(Records from a data source)
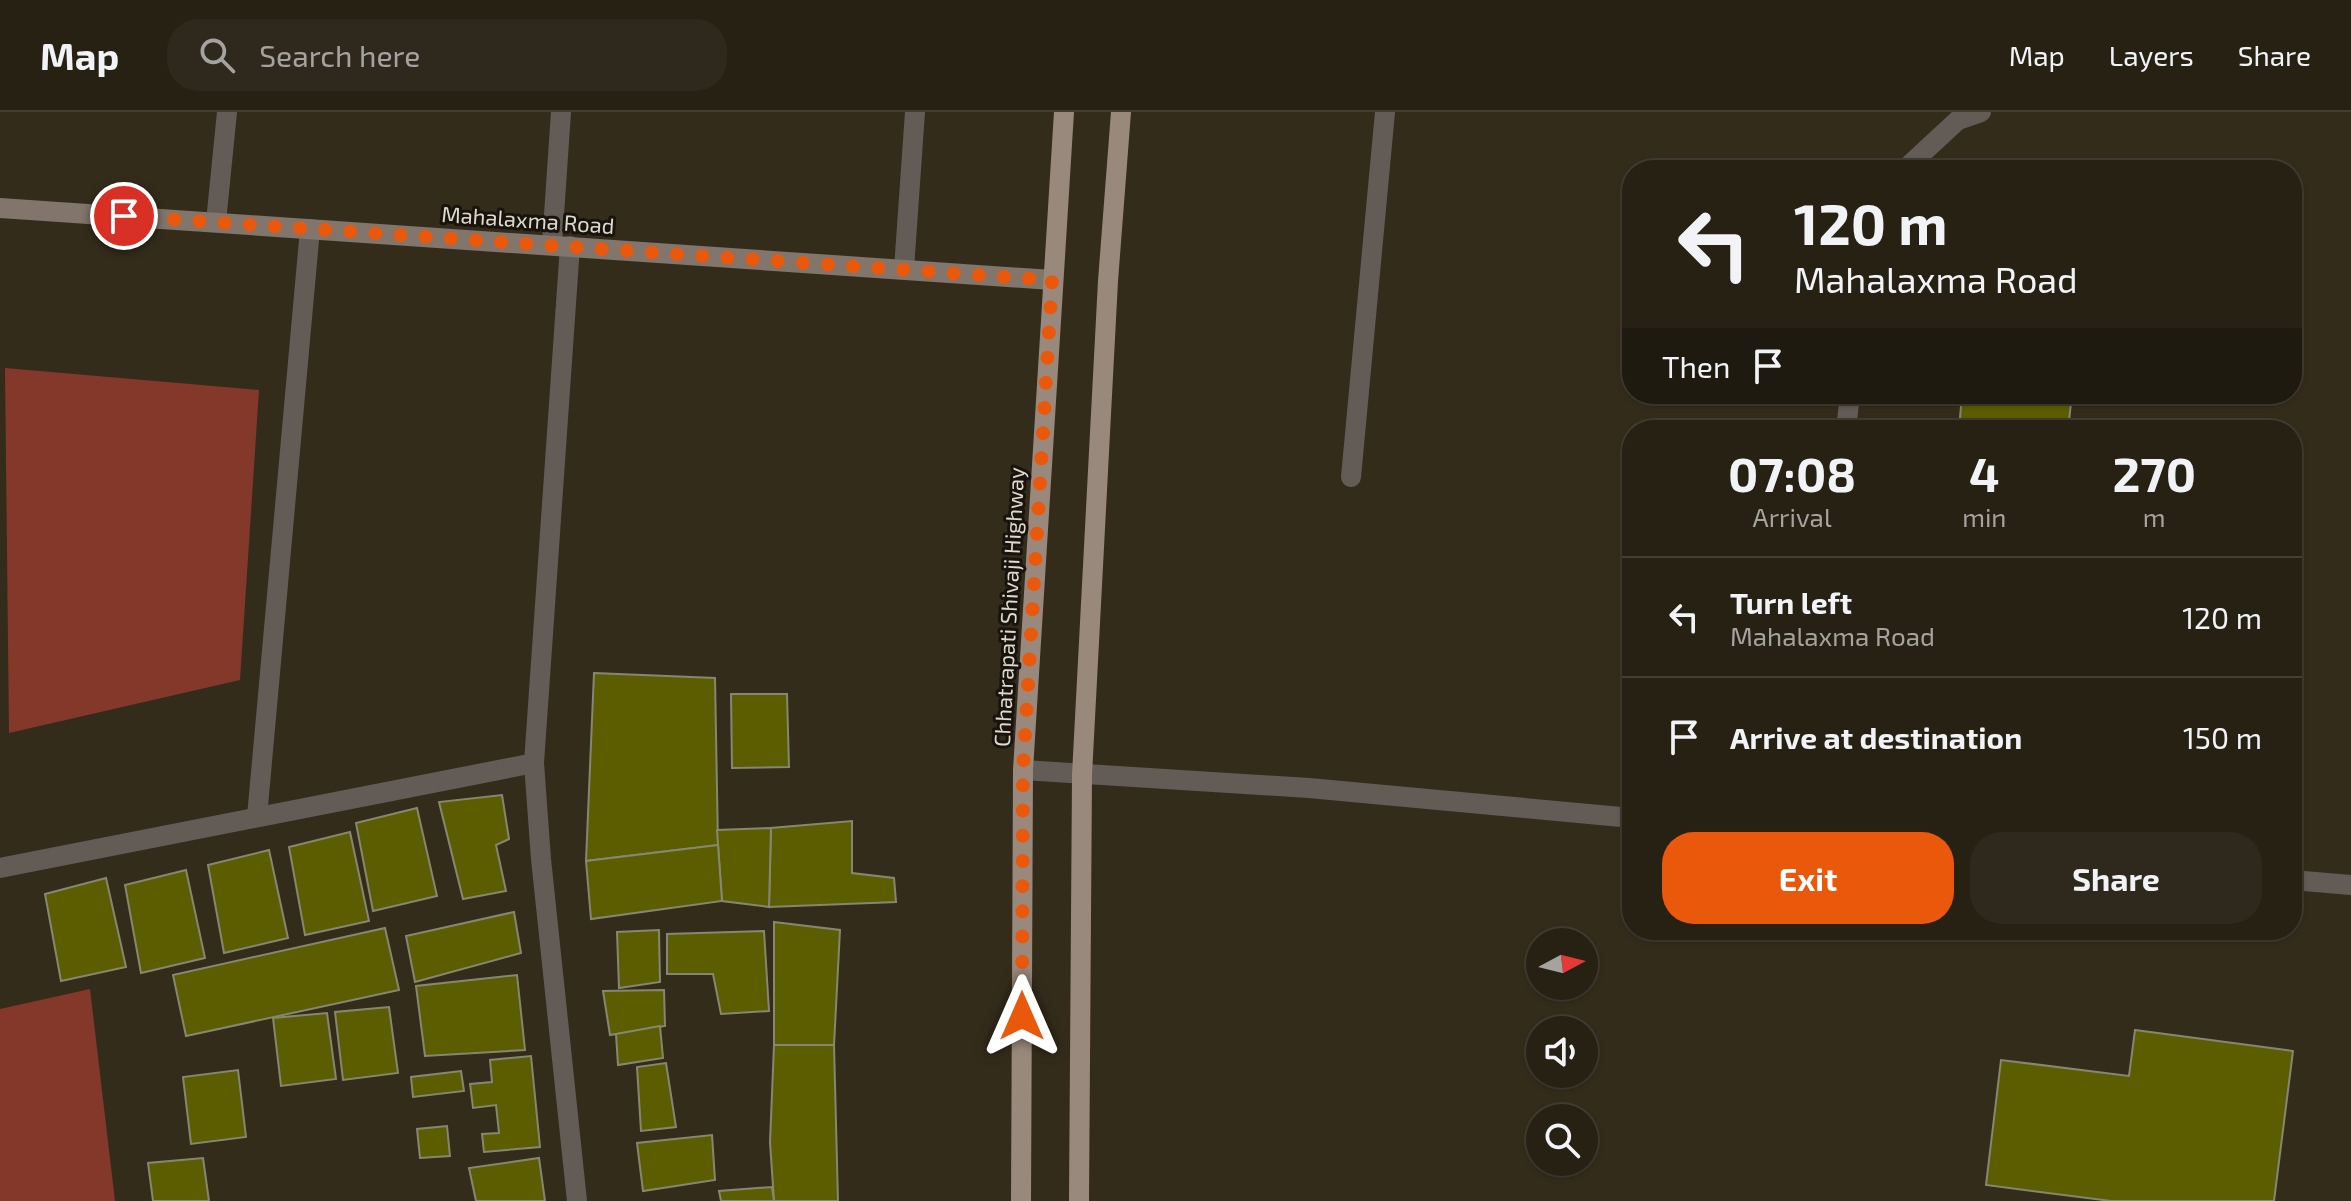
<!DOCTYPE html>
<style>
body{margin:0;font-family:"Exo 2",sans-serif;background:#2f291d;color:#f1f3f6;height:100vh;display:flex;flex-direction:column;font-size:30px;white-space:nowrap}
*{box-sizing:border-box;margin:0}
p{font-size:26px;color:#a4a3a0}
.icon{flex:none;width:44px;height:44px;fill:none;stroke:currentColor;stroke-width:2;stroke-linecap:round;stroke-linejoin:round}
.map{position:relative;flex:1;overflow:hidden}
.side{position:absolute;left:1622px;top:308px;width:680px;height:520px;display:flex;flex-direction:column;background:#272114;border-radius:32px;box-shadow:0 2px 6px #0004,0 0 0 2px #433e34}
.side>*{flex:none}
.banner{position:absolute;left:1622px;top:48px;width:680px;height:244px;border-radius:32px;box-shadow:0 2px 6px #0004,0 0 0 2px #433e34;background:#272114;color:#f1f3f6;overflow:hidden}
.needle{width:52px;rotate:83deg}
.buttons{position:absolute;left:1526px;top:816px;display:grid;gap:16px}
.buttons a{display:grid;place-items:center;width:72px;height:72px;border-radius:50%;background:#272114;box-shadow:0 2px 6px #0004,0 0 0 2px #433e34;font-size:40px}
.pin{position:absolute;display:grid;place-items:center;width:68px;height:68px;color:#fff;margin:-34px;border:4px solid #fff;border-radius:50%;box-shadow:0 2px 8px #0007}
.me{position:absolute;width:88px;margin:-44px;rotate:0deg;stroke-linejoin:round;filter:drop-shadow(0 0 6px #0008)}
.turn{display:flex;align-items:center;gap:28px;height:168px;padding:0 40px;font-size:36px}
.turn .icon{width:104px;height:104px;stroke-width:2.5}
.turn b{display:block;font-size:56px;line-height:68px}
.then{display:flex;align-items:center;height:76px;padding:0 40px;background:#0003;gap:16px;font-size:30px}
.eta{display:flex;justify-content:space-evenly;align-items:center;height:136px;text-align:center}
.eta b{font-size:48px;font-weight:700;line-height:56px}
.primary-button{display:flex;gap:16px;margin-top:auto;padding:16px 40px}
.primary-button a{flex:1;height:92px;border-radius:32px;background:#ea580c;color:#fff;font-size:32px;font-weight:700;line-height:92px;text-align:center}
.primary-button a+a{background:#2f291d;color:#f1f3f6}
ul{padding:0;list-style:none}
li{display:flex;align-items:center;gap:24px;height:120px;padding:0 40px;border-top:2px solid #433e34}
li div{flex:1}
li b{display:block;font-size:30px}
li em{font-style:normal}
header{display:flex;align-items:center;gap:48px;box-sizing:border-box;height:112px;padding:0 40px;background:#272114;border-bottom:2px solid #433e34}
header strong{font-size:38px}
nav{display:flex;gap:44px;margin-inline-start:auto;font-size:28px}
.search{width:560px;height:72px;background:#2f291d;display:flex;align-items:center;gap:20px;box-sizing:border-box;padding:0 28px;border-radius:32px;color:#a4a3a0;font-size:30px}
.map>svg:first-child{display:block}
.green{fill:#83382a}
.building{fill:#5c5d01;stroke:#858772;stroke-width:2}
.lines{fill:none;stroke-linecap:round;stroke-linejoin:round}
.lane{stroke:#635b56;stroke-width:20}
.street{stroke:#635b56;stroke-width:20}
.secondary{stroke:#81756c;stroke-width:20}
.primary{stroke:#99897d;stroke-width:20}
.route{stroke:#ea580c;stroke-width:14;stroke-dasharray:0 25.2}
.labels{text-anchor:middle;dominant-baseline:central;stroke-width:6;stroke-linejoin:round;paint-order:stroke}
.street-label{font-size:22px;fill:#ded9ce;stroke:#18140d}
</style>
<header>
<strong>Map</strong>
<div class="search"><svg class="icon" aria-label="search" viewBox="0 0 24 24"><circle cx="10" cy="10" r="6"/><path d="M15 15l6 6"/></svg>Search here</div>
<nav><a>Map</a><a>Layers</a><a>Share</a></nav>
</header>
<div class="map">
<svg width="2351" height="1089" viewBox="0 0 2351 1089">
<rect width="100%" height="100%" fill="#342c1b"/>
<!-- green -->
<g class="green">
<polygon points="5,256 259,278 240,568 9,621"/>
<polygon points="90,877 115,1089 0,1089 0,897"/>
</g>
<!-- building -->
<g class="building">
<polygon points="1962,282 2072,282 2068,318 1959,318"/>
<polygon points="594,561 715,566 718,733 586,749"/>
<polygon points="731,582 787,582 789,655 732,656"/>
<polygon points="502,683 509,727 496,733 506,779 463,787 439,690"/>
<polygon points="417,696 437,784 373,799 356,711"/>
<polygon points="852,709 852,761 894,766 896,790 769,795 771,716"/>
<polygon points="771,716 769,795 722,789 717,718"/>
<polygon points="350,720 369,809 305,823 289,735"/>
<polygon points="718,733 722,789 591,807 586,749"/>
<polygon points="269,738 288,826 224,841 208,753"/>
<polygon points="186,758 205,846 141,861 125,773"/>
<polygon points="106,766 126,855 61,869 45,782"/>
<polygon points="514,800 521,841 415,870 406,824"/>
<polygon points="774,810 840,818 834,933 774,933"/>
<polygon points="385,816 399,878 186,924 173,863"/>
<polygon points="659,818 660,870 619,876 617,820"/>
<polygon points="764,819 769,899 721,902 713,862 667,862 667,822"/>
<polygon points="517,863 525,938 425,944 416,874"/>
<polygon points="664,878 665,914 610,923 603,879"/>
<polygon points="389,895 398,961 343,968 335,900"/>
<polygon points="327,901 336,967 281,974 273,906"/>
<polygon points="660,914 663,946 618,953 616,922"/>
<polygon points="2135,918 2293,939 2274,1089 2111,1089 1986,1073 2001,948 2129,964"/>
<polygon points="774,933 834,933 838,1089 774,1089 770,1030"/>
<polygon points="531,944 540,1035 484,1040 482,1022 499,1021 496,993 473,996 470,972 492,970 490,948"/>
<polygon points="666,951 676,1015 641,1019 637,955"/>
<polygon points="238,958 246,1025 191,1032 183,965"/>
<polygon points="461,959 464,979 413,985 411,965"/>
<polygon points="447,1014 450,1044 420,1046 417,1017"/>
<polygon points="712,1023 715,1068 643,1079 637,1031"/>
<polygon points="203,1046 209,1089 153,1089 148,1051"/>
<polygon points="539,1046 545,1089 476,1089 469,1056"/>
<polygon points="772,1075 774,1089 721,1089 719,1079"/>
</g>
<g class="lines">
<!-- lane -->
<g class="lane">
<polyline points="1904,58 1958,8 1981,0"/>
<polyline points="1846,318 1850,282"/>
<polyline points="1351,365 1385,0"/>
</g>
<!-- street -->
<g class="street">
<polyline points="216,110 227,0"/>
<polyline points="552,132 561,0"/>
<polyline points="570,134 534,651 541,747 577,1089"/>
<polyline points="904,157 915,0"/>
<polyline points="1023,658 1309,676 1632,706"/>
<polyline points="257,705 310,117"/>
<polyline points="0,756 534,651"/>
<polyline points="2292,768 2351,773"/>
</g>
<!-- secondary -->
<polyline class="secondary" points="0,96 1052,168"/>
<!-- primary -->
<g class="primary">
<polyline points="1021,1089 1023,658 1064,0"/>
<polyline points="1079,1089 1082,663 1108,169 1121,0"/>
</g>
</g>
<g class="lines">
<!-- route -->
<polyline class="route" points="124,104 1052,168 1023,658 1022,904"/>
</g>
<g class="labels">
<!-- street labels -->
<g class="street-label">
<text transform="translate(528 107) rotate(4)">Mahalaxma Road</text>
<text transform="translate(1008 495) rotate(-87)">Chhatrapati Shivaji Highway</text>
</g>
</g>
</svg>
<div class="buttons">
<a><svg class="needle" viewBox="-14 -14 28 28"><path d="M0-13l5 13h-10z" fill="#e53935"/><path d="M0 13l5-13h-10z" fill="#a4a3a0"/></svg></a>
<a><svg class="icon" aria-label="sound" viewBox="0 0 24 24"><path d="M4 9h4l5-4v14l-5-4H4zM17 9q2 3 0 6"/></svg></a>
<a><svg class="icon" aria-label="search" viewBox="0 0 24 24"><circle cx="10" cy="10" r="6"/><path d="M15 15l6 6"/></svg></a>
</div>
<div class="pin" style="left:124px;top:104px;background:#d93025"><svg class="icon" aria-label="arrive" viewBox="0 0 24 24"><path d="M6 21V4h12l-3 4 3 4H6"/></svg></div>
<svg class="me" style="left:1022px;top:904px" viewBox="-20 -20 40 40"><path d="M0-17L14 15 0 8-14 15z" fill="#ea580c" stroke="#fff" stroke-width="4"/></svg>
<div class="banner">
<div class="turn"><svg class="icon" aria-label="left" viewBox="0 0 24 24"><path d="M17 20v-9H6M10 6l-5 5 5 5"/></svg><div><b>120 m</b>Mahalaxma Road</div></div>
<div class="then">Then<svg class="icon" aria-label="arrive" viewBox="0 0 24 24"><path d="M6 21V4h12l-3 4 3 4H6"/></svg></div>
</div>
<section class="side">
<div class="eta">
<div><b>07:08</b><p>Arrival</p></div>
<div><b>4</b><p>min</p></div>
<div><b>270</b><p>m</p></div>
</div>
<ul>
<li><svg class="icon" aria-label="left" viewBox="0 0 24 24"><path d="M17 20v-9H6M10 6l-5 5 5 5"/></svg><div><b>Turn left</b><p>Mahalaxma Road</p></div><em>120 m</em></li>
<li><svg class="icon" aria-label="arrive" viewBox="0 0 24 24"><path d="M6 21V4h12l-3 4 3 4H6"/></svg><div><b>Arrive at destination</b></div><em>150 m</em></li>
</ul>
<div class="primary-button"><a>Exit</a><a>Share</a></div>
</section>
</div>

== GOAL OF THE EXERCISE ==
Retrieve each line of the data in which the word "linecap" can be found.

== OUTPUT FOR THIS EXERCISE ==
.icon{flex:none;width:44px;height:44px;fill:none;stroke:currentColor;stroke-width:2;stroke-linecap:round;stroke-linejoin:round}
.lines{fill:none;stroke-linecap:round;stroke-linejoin:round}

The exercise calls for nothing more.